EXERCISE DETAILS
Nothing but a number is wanted here: the tally of lines in the material below that include "JSON".

DATASET ENTRIES
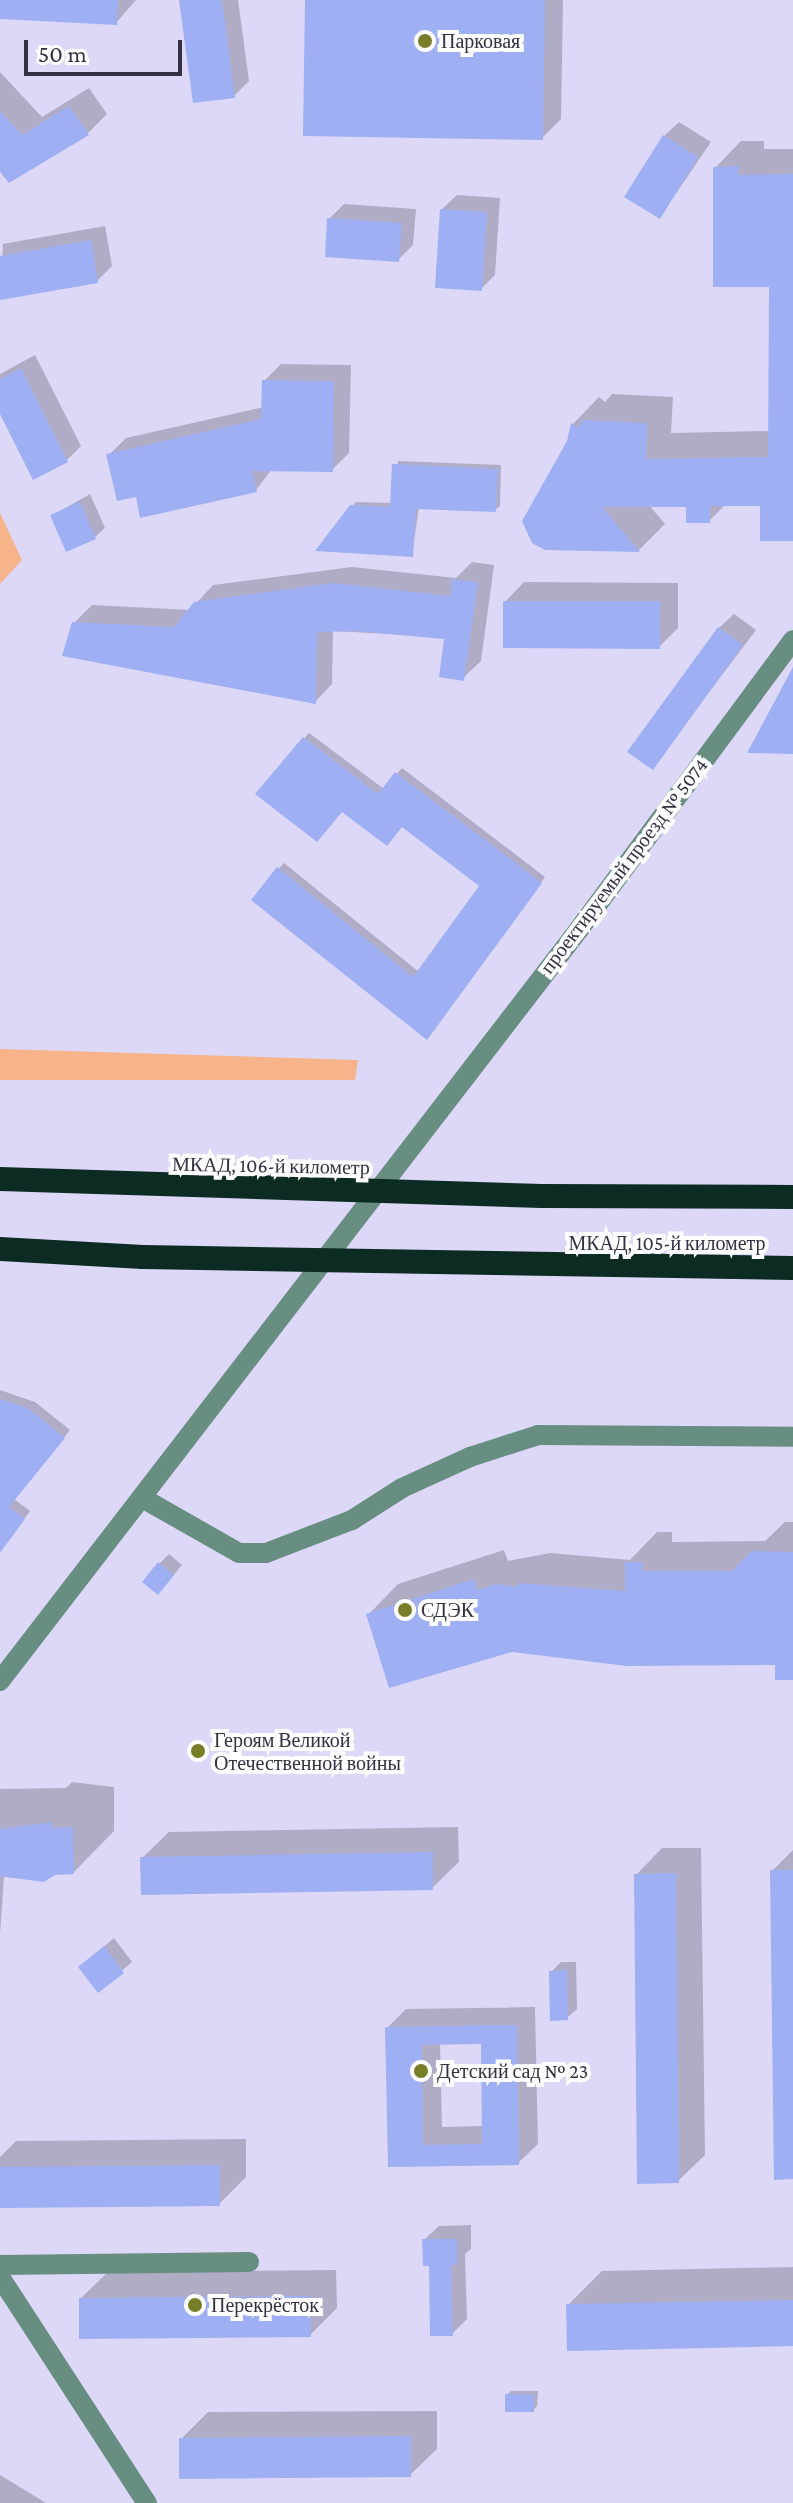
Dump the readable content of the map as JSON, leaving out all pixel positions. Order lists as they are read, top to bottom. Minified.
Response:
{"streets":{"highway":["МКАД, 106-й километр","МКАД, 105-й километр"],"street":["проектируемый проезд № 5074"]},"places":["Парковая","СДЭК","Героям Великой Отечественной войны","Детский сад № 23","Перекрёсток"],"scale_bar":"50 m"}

...

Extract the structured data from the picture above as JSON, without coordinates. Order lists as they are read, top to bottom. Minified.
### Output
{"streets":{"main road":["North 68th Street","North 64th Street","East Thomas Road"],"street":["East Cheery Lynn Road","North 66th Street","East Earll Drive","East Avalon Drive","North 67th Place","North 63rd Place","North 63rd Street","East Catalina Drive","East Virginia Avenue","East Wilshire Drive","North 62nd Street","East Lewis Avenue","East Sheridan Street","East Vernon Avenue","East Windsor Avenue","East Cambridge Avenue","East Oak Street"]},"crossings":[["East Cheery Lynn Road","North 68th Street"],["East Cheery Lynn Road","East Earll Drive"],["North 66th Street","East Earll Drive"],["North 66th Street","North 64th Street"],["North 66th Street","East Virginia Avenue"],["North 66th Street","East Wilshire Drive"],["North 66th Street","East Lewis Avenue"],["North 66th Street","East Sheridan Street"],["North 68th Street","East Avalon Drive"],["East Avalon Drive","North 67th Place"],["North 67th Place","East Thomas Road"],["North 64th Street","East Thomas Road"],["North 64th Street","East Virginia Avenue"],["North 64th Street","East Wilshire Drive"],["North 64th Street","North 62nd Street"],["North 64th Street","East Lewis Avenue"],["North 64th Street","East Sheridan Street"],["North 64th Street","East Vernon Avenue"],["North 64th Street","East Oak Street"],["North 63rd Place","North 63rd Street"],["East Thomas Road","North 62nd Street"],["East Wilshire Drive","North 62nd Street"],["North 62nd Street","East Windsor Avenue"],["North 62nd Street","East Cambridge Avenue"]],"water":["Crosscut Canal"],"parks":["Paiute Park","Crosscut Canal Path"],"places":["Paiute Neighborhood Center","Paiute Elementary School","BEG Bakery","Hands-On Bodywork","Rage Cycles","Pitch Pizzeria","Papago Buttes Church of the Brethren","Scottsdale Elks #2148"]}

RESULT OF THIS TASK
2